Saved data entries:
——————————

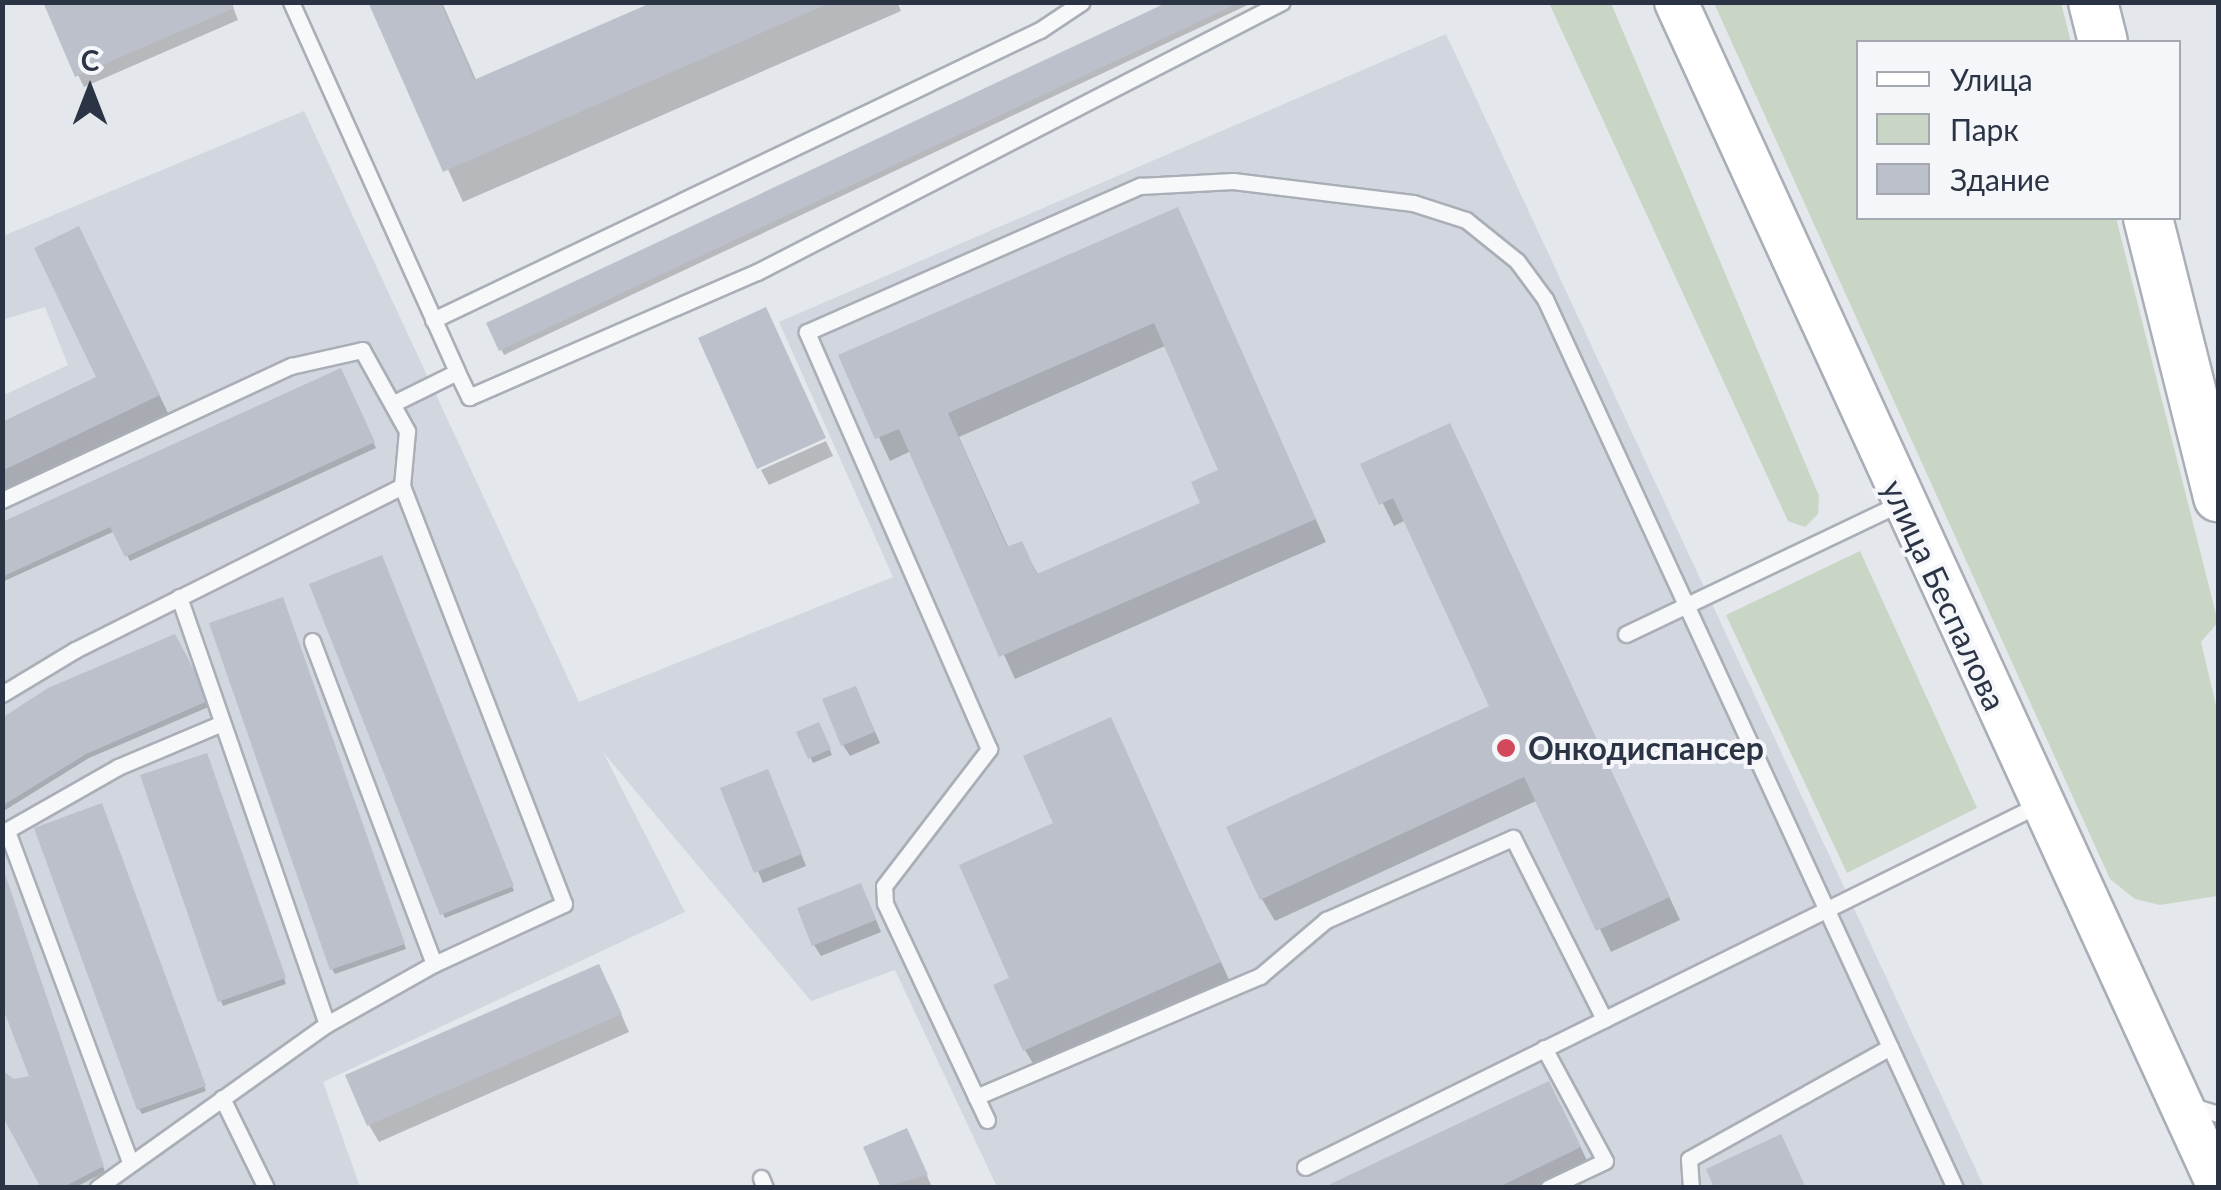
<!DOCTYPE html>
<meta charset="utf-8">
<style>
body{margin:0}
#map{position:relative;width:2221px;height:1190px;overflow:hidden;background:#e4e7ec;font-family:Lato,sans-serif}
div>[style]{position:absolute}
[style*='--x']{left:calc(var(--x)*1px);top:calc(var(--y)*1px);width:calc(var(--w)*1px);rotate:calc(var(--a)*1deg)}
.built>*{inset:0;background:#d2d6de}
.green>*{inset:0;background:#c9d6c5}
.shadow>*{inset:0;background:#0003}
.building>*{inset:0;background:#bbc0ca}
.roads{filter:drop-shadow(2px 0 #a9aeb7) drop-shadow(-2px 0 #a9aeb7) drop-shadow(0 2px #a9aeb7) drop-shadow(0 -2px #a9aeb7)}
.service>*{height:15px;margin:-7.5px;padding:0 7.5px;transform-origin:7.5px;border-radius:7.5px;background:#f7f8fa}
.secondary>*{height:42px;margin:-21px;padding:0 21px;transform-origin:21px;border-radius:21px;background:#fff}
.primary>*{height:48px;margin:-24px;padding:0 24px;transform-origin:24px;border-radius:24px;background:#fff}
.dots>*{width:28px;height:28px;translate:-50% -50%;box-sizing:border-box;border:5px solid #f4f6f9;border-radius:50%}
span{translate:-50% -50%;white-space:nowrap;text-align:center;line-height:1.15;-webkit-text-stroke:8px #f4f6f9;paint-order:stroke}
.street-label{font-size:32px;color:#2b3445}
.poi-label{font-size:32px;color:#2b3445;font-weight:700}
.left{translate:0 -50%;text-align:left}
.frame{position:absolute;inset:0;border:5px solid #2b3445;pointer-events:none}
.legend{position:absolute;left:1856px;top:40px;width:325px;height:180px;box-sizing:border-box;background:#f4f6f9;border:2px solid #a4a8b1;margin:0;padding:12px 18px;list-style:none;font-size:30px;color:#2b3445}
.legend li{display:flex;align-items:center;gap:20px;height:50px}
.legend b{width:50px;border:2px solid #a4a8b1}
.north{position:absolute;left:40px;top:40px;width:100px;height:100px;-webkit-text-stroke:8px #f4f6f9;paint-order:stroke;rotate:0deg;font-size:28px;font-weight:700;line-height:40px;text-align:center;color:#2b3445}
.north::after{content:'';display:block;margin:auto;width:35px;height:45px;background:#2b3445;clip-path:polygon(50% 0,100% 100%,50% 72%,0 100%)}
</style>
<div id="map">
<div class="built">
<div style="clip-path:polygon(1446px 34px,1984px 1187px,997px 1187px,895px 970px,811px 1001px,603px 752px,685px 912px,323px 1082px,360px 1187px,3px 1187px,2px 396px,68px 365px,45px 307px,5px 319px,3px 236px,304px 111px,579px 702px,893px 577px,779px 322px)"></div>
</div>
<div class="green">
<div style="clip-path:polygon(1549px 3px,1611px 3px,1819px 496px,1818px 514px,1805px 527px,1788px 521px)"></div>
<div style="clip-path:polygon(1714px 3px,2061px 3px,2071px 42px,1858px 42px,1858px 218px,2116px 218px,2218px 622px,2201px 642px,2218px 714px,2217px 896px,2160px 905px,2135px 899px,2110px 879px)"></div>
<div style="clip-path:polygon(1860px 551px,1977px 808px,1847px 873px,1726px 615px)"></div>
</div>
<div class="shadow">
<div style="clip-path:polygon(231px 2px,238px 20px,84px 87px,78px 75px)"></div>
<div style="clip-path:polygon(371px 2px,442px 2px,477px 82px,659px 2px,897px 2px,901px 11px,463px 202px)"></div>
<div style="clip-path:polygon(1174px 2px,1254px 2px,504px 355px,489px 324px)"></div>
<div style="clip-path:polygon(evenodd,1177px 210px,1326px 542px,1015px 679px,911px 451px,890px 461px,841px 356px,1177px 210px,1167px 345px,1222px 471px,1203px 504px,1039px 576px,1021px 544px,1009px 549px,959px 437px,1167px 345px)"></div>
<div style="clip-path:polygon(88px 247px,168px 413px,2px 493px,2px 424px,99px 379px)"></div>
<div style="clip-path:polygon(340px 371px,376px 448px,130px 561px,115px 531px,2px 582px,2px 525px)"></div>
<div style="clip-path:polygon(826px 441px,833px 456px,769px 485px,761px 470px)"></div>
<div style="clip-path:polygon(1462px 449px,1680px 920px,1611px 952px,1538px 800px,1275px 921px,1262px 899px,1492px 707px,1406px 520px,1394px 526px,1364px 465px)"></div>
<div style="clip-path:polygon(384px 563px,514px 891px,445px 918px,443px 914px)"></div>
<div style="clip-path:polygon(285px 604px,406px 949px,335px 974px,332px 969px)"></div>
<div style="clip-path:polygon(174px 637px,211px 706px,89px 758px,2px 812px,2px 721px)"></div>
<div style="clip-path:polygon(861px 700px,880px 743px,850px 756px,843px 745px)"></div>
<div style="clip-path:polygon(1110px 720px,1232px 986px,1038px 1072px,1025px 1050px,1013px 979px,1057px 824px)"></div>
<div style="clip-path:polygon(821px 730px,832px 755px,813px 763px,799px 733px)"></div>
<div style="clip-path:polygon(209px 760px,286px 984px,223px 1006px,221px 1001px)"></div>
<div style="clip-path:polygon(773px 784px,806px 866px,763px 883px,723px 790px)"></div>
<div style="clip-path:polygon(104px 811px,206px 1091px,142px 1114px,139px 1109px)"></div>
<div style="clip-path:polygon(4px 878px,105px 1172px,74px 1188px,44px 1188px,13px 1081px,32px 1078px,10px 1009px,2px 1011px)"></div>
<div style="clip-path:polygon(867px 898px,881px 932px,821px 956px,814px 945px)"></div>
<div style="clip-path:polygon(608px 984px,629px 1032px,379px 1142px,369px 1125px)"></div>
<div style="clip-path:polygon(1561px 1106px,1592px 1171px,1557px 1188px,1328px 1188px)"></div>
<div style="clip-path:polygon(912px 1142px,932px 1187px,884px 1188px,866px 1149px)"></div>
</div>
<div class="building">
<div style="clip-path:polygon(43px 2px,231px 2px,234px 8px,75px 77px)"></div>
<div style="clip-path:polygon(368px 2px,440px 2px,474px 80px,653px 2px,832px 2px,443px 172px)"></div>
<div style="clip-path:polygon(1168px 2px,1241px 2px,499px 351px,486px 323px)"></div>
<div style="clip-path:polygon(evenodd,1178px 207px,1316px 519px,999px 657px,899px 429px,875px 439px,838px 355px,1178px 207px,1154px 323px,1218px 470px,1191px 482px,1200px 503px,1037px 574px,1022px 541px,1007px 547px,948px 413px,1154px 323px)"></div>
<div style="clip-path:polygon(79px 226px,160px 395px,2px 471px,2px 422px,96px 377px,34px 248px)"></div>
<div style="clip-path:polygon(766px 307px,826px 438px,757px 469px,698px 338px)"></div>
<div style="clip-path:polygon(341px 368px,375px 442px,125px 557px,110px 527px,2px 577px,2px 522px)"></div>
<div style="clip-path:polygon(1450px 423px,1670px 897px,1596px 931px,1524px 777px,1260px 900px,1226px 827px,1489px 706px,1393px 498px,1379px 505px,1360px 464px)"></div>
<div style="clip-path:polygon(382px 555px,514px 886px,440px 915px,309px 584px)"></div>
<div style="clip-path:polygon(283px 597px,405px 944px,330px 970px,209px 623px)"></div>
<div style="clip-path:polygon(175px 634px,210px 700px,86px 754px,2px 806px,2px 718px,48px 688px)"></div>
<div style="clip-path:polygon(856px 686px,875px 732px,841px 746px,822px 699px)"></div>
<div style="clip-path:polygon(1111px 717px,1221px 962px,1023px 1051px,993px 985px,1009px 978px,959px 865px,1053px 823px,1023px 756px)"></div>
<div style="clip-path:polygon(819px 722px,831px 749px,808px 759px,796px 732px)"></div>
<div style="clip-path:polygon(207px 753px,286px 978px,218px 1002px,140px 775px)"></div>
<div style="clip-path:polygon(768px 769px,802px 854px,754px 873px,720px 788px)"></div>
<div style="clip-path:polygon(102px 803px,206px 1086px,137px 1110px,34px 828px)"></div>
<div style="clip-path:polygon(5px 874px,104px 1166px,62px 1188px,41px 1188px,2px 1115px,2px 1070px,14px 1079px,29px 1076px,2px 1006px)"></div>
<div style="clip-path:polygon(861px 883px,876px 920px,812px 946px,797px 908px)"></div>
<div style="clip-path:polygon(599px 964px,622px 1014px,367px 1126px,345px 1075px)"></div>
<div style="clip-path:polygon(1549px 1081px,1581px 1147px,1497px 1188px,1322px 1188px)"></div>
<div style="clip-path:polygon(907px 1128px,928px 1175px,881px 1188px,863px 1147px)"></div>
<div style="clip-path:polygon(1781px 1134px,1806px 1188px,1714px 1188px,1706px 1169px)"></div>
</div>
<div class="roads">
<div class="service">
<div style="--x:291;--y:2;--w:406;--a:65.8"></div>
<div style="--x:433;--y:320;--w:673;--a:-25.54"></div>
<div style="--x:1040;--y:30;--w:50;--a:-33.7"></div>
<div style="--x:394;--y:403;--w:70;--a:-26.2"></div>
<div style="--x:457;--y:372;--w:28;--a:64"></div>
<div style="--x:469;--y:397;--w:314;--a:-23.5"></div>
<div style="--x:757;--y:272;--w:590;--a:-27.22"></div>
<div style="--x:2;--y:500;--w:319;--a:-24.9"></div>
<div style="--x:291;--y:366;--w:73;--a:-12.7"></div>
<div style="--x:362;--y:350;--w:93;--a:60.9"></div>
<div style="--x:407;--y:431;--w:55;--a:95.2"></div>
<div style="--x:402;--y:486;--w:448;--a:68.8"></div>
<div style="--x:564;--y:904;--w:143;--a:155.2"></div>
<div style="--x:434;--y:964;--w:123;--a:150.7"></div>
<div style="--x:327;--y:1024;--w:282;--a:144.5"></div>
<div style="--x:179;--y:597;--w:452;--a:70.9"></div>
<div style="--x:1626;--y:634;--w:305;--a:-25.5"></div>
<div style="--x:312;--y:641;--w:345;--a:69.3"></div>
<div style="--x:2;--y:694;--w:85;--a:-31.1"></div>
<div style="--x:75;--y:650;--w:366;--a:-26.6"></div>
<div style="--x:7;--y:831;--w:353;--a:69.6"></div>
<div style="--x:2;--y:833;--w:133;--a:-29.6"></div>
<div style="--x:118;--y:767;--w:113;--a:-22.9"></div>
<div style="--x:1544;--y:1048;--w:128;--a:61.6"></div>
<div style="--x:1605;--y:1161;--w:63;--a:154.7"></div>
<div style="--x:976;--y:1097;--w:309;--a:-23.1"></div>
<div style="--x:1260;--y:976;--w:87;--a:-40.3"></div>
<div style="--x:1326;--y:920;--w:204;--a:-23.7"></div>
<div style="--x:1513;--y:838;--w:203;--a:63.3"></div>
<div style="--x:222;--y:1098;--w:100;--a:63.9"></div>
<div style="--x:2189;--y:1105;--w:30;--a:17"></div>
<div style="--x:987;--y:1120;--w:240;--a:-115.2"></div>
<div style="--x:885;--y:903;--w:17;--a:-93"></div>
<div style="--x:884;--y:886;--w:173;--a:-52.5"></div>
<div style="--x:989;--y:749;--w:455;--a:-113.6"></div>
<div style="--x:807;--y:332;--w:364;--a:-23.7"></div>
<div style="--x:1140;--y:186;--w:93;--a:-3.1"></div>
<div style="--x:1233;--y:181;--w:181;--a:7"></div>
<div style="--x:1413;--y:203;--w:56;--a:17.8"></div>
<div style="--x:1466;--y:220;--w:65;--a:38.8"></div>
<div style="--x:1517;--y:261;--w:47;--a:53.6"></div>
<div style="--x:1545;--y:299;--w:979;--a:65.24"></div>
<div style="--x:1305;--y:1167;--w:822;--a:-26.28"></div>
<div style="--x:761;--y:1178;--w:11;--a:68"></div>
<div style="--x:1691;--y:1188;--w:29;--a:-94"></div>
<div style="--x:1689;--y:1159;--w:230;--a:-29.1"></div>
</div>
<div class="secondary">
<div style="--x:1676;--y:2;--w:1301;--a:65.38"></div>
</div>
<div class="primary">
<div style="--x:2093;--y:2;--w:41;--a:76"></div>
<div style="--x:2148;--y:218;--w:288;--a:75.9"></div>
</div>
</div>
<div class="dots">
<div style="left:1506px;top:748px;background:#d1495b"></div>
</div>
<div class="street-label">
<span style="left:1944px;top:595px;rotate:65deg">улица Беспалова</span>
</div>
<div class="poi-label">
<span class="left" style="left:1528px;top:748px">Онкодиспансер</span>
</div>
<div class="frame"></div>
<ul class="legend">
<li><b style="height:12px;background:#fff"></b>Улица</li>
<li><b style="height:28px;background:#c9d6c5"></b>Парк</li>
<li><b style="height:28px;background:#bbc0ca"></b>Здание</li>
</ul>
<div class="north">С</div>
</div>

——————————

Problem details:
Scan the entries above and copy each line where "service" occurs.

Task answer:
.service>*{height:15px;margin:-7.5px;padding:0 7.5px;transform-origin:7.5px;border-radius:7.5px;background:#f7f8fa}
<div class="service">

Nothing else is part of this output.